Items from a dataset:
· · · ·
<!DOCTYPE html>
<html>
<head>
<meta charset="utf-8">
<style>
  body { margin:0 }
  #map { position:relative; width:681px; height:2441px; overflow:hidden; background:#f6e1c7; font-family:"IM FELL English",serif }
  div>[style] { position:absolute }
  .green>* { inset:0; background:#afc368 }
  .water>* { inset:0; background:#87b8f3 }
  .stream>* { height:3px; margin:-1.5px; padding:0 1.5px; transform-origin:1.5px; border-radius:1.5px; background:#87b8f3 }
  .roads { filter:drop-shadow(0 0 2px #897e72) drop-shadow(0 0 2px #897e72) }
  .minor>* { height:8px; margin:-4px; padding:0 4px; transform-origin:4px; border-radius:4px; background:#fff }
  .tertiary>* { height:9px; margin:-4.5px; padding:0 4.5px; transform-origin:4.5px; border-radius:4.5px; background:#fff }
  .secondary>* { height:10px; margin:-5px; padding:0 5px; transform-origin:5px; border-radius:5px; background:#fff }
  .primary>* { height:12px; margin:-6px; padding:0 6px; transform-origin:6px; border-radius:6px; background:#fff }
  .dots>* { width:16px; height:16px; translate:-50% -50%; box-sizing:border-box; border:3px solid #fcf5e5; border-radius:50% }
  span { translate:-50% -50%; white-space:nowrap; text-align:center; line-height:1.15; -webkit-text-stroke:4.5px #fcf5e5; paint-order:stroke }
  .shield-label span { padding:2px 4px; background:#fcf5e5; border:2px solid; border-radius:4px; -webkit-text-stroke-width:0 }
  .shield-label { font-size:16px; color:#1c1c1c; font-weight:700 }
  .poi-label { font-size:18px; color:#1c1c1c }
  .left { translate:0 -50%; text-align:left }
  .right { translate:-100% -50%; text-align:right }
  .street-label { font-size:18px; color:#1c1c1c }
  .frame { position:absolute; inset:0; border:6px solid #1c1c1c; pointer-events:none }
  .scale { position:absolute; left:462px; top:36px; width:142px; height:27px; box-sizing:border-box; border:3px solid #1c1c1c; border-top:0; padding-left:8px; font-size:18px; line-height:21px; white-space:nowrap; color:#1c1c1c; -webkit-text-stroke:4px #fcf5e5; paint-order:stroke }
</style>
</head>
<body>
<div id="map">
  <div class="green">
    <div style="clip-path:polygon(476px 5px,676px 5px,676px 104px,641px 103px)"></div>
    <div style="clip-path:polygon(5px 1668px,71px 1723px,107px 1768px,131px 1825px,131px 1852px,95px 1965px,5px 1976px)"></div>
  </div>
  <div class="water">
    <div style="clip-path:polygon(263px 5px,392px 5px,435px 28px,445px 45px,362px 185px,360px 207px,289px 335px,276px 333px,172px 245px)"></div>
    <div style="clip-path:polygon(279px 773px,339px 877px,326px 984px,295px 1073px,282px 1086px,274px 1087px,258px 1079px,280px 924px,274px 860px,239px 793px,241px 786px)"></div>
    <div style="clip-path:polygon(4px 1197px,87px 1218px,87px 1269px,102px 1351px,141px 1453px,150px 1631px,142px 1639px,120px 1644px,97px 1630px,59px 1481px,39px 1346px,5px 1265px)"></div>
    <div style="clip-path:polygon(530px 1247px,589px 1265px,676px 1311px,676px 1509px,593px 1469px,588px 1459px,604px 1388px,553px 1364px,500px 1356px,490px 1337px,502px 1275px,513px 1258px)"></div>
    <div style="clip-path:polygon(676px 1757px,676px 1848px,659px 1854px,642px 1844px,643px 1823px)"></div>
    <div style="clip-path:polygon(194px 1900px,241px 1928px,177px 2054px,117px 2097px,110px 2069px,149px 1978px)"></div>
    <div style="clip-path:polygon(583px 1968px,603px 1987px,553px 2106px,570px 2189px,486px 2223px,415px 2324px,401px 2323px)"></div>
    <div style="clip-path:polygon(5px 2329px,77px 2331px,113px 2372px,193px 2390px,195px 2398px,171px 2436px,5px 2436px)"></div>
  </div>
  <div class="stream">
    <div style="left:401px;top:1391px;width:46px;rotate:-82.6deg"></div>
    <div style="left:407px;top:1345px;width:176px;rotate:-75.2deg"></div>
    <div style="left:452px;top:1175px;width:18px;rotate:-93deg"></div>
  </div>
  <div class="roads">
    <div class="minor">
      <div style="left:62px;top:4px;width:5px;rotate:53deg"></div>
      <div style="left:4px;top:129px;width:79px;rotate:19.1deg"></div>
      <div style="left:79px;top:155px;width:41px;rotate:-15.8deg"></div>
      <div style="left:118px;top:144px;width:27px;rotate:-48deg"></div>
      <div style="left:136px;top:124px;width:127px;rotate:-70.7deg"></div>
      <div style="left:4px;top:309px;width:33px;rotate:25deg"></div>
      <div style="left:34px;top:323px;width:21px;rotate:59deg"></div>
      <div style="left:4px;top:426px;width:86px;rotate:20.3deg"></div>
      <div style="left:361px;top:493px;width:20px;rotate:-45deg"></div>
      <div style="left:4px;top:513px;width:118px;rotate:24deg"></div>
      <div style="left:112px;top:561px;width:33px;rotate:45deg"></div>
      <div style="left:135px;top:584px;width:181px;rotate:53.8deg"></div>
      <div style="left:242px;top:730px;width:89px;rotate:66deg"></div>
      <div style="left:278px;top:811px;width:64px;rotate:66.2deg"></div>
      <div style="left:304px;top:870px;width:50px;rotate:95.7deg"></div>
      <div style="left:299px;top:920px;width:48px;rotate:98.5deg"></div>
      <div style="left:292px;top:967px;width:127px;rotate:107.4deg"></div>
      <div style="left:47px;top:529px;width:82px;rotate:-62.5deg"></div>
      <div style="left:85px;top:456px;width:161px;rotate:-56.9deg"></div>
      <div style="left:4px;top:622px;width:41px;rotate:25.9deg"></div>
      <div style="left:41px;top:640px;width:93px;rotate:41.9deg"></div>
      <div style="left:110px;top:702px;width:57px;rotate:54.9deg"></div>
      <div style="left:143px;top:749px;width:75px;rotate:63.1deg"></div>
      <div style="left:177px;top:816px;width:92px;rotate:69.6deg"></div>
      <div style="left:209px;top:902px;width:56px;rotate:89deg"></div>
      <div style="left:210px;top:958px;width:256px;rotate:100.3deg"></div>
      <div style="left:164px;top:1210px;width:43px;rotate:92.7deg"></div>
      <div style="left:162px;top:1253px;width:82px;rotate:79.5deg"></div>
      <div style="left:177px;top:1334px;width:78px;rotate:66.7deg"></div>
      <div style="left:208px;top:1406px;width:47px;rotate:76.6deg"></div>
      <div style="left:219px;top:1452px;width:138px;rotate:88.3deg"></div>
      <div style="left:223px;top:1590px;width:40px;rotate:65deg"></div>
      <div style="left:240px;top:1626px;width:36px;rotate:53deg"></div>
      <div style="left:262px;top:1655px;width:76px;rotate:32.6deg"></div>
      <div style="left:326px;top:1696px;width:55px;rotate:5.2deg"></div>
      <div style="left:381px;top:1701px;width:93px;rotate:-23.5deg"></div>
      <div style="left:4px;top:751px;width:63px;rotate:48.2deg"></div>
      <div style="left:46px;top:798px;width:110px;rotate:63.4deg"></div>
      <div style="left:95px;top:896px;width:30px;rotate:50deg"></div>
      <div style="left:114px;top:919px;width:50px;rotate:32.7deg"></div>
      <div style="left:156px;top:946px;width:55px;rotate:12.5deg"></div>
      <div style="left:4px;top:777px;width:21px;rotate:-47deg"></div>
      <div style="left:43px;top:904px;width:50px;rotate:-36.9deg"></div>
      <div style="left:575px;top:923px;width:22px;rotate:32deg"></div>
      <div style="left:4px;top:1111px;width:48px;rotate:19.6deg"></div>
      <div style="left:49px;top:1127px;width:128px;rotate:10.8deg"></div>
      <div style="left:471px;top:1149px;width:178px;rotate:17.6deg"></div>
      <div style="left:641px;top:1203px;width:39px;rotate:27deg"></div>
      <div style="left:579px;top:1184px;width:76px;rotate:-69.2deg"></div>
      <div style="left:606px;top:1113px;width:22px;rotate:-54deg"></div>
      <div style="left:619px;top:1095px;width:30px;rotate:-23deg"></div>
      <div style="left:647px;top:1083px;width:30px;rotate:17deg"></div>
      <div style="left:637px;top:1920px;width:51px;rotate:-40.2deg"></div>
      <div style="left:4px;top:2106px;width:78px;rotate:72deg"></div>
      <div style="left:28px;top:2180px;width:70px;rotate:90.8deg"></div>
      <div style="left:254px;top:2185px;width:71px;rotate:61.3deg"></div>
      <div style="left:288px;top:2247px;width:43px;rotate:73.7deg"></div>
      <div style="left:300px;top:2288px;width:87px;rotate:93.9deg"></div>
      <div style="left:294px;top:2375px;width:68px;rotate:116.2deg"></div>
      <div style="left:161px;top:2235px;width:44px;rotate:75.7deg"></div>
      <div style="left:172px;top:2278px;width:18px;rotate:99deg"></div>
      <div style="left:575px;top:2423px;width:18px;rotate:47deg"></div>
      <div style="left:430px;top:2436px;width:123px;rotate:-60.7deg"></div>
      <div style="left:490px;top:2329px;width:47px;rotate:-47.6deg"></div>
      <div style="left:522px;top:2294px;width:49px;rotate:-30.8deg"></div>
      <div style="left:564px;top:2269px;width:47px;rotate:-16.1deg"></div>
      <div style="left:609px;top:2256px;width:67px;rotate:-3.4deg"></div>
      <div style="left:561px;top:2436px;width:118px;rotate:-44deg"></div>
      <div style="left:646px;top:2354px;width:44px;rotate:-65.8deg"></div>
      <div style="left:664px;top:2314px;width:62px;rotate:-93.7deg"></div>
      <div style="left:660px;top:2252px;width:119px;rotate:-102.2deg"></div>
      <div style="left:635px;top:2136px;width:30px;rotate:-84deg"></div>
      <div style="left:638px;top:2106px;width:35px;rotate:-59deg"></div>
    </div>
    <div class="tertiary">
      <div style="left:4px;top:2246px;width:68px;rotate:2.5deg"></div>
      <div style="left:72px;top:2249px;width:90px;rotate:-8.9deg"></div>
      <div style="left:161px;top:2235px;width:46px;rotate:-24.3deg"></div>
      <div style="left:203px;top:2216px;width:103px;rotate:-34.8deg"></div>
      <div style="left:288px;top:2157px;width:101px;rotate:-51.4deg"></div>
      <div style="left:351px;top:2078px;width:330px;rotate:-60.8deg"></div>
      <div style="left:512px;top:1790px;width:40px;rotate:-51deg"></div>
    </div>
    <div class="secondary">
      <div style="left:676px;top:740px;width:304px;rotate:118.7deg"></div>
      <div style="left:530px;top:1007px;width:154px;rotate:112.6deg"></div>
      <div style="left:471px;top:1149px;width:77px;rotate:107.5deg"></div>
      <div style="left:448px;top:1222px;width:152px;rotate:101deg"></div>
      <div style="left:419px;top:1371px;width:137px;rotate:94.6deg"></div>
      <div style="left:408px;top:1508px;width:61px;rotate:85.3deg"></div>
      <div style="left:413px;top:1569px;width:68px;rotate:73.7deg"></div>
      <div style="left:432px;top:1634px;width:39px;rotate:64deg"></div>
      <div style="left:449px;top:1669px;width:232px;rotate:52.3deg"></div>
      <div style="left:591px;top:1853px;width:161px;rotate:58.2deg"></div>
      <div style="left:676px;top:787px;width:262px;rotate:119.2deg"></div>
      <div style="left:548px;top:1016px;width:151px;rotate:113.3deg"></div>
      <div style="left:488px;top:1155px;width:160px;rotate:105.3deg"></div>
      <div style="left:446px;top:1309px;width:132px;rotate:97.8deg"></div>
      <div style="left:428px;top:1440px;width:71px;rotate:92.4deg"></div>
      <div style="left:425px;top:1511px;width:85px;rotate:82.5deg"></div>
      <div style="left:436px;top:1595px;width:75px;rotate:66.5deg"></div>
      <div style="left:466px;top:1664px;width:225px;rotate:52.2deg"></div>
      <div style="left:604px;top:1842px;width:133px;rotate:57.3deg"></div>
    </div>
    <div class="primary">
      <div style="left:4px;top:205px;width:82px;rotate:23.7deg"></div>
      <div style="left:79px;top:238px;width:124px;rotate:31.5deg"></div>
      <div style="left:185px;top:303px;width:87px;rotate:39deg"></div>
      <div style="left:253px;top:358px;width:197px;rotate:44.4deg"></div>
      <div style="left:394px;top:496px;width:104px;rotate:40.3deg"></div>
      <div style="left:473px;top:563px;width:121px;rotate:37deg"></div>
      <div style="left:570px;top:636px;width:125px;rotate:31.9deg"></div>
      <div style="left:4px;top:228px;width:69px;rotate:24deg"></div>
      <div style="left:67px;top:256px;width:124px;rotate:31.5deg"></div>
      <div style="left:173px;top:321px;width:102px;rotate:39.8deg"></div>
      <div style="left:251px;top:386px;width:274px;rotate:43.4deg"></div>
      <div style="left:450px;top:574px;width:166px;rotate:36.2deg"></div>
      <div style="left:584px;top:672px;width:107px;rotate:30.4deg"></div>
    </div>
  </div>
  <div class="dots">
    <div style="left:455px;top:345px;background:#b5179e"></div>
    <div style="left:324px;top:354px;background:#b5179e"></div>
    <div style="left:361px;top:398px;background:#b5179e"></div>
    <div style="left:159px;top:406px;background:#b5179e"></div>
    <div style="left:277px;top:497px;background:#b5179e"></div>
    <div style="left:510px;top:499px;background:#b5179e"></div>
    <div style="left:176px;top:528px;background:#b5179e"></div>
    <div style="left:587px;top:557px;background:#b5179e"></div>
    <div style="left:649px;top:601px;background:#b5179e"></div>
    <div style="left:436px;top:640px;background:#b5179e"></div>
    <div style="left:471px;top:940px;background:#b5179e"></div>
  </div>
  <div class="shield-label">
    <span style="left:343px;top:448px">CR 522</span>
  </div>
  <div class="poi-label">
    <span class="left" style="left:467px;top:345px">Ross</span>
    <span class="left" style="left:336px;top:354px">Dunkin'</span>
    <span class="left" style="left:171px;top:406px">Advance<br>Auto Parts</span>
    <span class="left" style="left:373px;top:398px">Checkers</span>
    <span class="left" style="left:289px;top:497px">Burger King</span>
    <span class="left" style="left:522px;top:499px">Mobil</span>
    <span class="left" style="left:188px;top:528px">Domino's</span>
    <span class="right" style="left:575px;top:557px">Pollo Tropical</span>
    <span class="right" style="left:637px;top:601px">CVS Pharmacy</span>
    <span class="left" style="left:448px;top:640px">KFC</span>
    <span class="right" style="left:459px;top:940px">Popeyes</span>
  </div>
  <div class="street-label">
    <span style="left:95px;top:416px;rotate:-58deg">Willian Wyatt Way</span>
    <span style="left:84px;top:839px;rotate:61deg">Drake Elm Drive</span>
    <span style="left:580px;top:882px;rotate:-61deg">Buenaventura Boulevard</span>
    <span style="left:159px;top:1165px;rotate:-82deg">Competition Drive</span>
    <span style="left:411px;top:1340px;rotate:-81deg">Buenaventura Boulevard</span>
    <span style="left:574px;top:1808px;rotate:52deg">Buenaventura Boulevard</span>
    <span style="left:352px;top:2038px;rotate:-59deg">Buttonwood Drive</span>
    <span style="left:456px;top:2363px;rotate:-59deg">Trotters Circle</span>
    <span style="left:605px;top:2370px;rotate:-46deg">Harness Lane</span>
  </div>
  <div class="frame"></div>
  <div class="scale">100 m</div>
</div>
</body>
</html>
· · · ·
### Exercise instructions
Repeat exactly the lines of the data from the first one through the line with "filter:drop-shadow(0 0 2px", both of them included.

### Solved exercise
<!DOCTYPE html>
<html>
<head>
<meta charset="utf-8">
<style>
  body { margin:0 }
  #map { position:relative; width:681px; height:2441px; overflow:hidden; background:#f6e1c7; font-family:"IM FELL English",serif }
  div>[style] { position:absolute }
  .green>* { inset:0; background:#afc368 }
  .water>* { inset:0; background:#87b8f3 }
  .stream>* { height:3px; margin:-1.5px; padding:0 1.5px; transform-origin:1.5px; border-radius:1.5px; background:#87b8f3 }
  .roads { filter:drop-shadow(0 0 2px #897e72) drop-shadow(0 0 2px #897e72) }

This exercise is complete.